Dr. Oliver Sacks, whose books like “The Man Who Mistook His Wife For a Hat” probed distant ranges of human experience by compassionately portraying people with severe and sometimes bizarre neurological conditions, has died. He was 82. Sacks died Sunday, August 30, at his home in New York City after announcing in February 2015 that he was terminally ill with a rare eye cancer that had spread to his liver.
As a practicing neurologist, Sacks looked at some of his patients with a writer’s eye and found publishing gold. In his best-selling 1985 book, he described a man who really did mistake his wife’s face for his hat while visiting Sacks’ office, because his brain had difficulty interpreting what he saw. Another story in the book featured autistic twins who had trouble with ordinary math but who could perform other amazing calculations. Discover magazine ranked it among the 25 greatest science books of all time in 2006, declaring, “Legions of neuroscientists now probing the mysteries of the human brain cite this book as their greatest inspiration.”
In a New York Times essay published two weeks before he died, Dr.

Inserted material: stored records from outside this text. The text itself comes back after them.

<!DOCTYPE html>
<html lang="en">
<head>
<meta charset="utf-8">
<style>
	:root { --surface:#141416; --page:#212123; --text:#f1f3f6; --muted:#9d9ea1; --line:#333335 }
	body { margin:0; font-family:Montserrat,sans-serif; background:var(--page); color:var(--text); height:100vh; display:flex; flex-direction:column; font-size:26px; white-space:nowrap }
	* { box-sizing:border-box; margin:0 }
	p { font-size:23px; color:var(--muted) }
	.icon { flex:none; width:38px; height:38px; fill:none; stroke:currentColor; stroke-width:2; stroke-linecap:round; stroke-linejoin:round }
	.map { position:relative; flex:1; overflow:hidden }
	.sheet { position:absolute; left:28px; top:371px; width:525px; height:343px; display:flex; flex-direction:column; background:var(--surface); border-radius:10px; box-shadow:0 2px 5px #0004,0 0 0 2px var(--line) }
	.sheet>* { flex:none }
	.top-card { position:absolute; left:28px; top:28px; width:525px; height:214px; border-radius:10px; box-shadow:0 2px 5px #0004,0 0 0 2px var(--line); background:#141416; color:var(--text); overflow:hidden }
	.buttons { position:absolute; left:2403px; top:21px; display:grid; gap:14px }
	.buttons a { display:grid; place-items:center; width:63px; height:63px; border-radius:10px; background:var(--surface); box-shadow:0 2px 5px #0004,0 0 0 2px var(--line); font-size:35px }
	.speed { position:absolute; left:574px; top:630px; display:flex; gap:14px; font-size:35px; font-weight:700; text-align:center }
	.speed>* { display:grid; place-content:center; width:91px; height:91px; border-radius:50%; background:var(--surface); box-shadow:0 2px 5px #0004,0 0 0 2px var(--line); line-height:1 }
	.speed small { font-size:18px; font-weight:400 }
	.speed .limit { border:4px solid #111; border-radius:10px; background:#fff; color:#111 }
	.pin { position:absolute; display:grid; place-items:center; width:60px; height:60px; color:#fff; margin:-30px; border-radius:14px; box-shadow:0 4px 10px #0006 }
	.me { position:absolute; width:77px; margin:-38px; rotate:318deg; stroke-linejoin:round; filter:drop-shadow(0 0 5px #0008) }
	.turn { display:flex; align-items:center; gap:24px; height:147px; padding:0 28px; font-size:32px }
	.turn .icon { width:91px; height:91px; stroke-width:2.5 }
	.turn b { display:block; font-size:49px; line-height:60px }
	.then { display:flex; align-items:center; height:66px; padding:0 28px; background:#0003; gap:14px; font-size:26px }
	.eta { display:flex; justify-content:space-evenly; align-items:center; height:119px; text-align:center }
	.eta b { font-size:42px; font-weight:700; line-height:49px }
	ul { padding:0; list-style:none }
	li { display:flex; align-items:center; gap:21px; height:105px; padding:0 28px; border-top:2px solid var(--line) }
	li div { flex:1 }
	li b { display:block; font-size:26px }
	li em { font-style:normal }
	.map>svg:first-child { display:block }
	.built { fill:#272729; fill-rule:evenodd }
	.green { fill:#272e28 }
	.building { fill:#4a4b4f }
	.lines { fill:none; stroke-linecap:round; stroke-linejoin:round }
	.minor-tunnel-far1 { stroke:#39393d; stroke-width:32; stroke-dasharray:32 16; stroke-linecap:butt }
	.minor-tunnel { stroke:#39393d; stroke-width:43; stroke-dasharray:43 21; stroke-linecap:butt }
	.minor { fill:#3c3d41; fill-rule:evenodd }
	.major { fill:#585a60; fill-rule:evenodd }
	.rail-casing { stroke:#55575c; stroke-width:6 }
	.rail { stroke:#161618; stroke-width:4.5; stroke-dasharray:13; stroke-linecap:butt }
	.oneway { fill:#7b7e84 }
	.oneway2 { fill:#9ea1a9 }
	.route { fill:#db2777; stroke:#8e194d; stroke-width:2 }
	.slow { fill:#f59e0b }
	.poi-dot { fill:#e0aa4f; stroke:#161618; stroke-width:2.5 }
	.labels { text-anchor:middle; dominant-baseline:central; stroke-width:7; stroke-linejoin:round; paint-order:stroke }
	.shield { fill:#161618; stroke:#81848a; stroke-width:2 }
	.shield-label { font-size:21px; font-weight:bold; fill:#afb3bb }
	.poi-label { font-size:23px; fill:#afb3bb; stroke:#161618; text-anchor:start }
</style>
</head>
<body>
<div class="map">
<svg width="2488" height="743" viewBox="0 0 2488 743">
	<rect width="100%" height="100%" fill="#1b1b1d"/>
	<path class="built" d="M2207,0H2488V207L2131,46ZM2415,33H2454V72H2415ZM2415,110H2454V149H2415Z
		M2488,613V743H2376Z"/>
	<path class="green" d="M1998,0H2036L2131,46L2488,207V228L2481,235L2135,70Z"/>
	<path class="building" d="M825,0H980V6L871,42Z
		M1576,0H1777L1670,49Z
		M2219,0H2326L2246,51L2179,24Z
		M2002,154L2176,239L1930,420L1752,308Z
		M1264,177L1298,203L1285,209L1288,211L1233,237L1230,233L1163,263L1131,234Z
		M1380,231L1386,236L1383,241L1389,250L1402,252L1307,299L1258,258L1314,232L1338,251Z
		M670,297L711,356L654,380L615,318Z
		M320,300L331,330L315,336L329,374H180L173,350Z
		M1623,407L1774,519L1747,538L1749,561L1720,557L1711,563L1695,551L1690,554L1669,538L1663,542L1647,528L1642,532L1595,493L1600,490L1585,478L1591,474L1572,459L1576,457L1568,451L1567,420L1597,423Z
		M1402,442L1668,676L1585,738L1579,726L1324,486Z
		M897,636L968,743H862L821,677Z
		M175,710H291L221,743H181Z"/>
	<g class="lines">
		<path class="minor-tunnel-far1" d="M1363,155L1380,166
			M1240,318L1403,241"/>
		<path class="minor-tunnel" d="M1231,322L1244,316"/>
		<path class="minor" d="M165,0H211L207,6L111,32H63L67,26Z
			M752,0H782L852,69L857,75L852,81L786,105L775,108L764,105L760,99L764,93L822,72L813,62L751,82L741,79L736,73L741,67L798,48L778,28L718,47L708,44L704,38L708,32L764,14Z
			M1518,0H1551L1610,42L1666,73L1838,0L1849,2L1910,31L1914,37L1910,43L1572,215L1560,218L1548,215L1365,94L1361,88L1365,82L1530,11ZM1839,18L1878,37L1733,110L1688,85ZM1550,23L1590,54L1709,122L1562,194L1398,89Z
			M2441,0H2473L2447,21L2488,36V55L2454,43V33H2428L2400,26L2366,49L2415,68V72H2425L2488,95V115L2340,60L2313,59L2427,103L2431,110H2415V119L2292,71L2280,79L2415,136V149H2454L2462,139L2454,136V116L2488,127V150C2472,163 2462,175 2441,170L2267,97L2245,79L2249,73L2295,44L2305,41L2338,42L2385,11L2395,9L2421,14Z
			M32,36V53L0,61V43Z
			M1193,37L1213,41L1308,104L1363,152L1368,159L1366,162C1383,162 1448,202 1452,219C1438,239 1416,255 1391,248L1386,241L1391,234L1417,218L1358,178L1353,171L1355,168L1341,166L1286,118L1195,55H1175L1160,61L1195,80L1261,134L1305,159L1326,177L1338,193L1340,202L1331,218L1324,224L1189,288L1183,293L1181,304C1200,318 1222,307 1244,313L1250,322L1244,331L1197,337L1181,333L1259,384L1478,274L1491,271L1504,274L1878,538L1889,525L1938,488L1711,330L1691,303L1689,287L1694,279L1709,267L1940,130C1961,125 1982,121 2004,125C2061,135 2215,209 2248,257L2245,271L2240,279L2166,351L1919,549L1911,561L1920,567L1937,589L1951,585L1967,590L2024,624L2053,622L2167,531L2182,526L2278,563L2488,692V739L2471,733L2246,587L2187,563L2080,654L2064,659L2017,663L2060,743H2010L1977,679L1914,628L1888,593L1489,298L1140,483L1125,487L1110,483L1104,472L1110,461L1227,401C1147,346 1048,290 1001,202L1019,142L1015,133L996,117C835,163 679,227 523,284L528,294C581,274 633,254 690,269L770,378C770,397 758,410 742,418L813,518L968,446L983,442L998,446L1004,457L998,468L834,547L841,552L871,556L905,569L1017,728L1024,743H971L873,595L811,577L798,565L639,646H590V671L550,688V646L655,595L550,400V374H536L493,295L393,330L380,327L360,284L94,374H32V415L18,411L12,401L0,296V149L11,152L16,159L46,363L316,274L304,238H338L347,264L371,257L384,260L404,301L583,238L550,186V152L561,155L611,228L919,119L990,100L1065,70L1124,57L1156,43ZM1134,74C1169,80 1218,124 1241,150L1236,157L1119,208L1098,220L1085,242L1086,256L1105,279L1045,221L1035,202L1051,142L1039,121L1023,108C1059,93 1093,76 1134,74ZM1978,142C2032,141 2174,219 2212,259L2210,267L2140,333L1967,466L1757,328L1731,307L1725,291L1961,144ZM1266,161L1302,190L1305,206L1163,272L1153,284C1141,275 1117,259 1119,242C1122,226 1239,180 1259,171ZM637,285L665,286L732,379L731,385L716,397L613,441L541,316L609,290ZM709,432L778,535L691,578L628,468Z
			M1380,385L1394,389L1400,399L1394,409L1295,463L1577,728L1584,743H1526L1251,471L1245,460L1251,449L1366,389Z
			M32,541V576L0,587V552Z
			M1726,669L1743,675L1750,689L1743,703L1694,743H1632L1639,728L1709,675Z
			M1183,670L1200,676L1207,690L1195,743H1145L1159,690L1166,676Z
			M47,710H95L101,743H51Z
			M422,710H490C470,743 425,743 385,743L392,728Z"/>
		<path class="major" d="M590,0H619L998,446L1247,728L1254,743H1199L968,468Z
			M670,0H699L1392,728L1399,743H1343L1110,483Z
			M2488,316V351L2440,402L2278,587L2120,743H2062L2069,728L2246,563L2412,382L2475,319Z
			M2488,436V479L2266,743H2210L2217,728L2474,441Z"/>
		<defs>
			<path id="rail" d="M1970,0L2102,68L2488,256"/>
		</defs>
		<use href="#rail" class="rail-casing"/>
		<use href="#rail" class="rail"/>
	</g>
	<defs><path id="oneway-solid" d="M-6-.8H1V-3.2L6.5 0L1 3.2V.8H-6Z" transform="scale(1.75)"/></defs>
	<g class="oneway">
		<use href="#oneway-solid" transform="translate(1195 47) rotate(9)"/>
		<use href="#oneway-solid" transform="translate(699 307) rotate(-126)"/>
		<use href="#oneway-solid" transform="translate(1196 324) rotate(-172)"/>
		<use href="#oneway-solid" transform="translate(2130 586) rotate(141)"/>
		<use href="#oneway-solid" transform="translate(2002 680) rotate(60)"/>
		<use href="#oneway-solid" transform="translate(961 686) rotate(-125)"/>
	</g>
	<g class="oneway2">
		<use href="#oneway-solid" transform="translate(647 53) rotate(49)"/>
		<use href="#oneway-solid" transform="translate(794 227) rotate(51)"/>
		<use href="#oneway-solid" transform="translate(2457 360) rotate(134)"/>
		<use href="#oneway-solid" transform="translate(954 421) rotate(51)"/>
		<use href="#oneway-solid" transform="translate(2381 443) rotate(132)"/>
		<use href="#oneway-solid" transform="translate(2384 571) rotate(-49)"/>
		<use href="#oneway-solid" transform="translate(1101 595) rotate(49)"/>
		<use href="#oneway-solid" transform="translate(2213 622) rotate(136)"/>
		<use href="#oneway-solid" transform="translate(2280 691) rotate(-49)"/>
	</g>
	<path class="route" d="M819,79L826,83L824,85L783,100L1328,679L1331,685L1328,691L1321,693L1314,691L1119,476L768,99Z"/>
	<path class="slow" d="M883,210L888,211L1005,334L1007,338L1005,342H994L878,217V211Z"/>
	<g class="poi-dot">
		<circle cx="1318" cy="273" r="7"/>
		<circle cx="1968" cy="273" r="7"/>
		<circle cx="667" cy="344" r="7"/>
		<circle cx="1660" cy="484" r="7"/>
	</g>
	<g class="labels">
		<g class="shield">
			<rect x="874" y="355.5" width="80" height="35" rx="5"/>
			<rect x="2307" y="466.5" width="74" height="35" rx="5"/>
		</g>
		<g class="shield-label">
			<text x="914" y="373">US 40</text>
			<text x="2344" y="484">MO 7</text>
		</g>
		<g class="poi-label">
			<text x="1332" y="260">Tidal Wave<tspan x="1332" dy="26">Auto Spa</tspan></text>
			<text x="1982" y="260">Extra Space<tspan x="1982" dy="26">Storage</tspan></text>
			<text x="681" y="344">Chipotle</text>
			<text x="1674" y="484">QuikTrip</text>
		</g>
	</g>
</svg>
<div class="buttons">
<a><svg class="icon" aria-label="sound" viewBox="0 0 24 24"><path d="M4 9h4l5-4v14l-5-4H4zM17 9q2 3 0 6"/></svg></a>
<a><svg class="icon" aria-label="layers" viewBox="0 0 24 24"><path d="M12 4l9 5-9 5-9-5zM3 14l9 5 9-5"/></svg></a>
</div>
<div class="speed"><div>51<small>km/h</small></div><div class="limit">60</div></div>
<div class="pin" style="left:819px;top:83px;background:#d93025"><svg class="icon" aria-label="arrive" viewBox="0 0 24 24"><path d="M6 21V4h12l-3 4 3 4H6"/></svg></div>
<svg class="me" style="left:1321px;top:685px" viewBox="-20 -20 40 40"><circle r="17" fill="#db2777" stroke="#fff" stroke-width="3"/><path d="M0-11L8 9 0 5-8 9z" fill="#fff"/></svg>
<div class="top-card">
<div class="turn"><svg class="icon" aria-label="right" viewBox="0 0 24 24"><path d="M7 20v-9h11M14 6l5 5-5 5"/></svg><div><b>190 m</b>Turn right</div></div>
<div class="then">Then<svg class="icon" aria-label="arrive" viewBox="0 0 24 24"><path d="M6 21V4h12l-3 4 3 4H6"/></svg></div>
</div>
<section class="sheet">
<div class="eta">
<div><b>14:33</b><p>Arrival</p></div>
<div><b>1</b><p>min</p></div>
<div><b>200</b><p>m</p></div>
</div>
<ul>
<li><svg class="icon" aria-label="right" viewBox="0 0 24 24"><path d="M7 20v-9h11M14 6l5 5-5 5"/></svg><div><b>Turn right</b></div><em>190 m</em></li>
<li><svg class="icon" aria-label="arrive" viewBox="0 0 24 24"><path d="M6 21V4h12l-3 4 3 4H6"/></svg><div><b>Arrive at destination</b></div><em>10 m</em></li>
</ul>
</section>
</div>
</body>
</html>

Sacks wrote “And now, weak, short of breath, my once-firm muscles melted away by cancer, I find my thoughts, increasingly, not on the supernatural or spiritual, but on what is meant by living a good and worthwhile life — achieving a sense of peace within oneself. I find my thoughts drifting to the Sabbath, the day of rest, the seventh day of the week, and perhaps the seventh day of one’s life as well, when one can feel that one’s work is done, and one may, in good conscience, rest.”